--- RECORDS SUPPLIED ---

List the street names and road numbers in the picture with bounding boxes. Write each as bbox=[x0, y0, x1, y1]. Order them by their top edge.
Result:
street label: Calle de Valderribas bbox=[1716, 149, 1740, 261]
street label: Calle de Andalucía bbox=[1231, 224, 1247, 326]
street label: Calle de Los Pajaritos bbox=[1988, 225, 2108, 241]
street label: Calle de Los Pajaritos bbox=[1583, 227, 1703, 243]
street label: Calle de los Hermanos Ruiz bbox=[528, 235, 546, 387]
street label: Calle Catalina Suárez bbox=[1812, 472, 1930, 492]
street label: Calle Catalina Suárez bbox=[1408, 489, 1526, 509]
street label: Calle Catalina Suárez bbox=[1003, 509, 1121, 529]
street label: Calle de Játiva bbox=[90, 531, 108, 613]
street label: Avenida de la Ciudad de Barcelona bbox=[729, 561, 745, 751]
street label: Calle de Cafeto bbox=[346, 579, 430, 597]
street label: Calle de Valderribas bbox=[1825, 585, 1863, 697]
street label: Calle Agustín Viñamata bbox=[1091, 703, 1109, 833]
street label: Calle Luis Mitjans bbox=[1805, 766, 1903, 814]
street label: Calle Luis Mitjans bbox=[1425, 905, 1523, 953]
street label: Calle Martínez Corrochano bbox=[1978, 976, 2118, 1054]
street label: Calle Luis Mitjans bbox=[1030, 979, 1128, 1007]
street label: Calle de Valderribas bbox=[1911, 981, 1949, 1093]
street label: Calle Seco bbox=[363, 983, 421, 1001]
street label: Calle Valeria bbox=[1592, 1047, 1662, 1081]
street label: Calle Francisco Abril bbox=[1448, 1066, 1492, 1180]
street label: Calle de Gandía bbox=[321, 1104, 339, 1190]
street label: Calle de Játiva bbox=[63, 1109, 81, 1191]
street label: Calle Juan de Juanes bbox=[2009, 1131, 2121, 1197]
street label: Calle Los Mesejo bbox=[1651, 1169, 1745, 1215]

--- TASK GOAL ---
All entries above are to be transcribed verbatim.

--- RESPONSE TO THIS EXERCISE ---
List the street names and road numbers in the picture with bounding boxes. Write each as bbox=[x0, y0, x1, y1]. Order them by their top edge.
Result:
street label: Calle de Valderribas bbox=[1716, 149, 1740, 261]
street label: Calle de Andalucía bbox=[1231, 224, 1247, 326]
street label: Calle de Los Pajaritos bbox=[1988, 225, 2108, 241]
street label: Calle de Los Pajaritos bbox=[1583, 227, 1703, 243]
street label: Calle de los Hermanos Ruiz bbox=[528, 235, 546, 387]
street label: Calle Catalina Suárez bbox=[1812, 472, 1930, 492]
street label: Calle Catalina Suárez bbox=[1408, 489, 1526, 509]
street label: Calle Catalina Suárez bbox=[1003, 509, 1121, 529]
street label: Calle de Játiva bbox=[90, 531, 108, 613]
street label: Avenida de la Ciudad de Barcelona bbox=[729, 561, 745, 751]
street label: Calle de Cafeto bbox=[346, 579, 430, 597]
street label: Calle de Valderribas bbox=[1825, 585, 1863, 697]
street label: Calle Agustín Viñamata bbox=[1091, 703, 1109, 833]
street label: Calle Luis Mitjans bbox=[1805, 766, 1903, 814]
street label: Calle Luis Mitjans bbox=[1425, 905, 1523, 953]
street label: Calle Martínez Corrochano bbox=[1978, 976, 2118, 1054]
street label: Calle Luis Mitjans bbox=[1030, 979, 1128, 1007]
street label: Calle de Valderribas bbox=[1911, 981, 1949, 1093]
street label: Calle Seco bbox=[363, 983, 421, 1001]
street label: Calle Valeria bbox=[1592, 1047, 1662, 1081]
street label: Calle Francisco Abril bbox=[1448, 1066, 1492, 1180]
street label: Calle de Gandía bbox=[321, 1104, 339, 1190]
street label: Calle de Játiva bbox=[63, 1109, 81, 1191]
street label: Calle Juan de Juanes bbox=[2009, 1131, 2121, 1197]
street label: Calle Los Mesejo bbox=[1651, 1169, 1745, 1215]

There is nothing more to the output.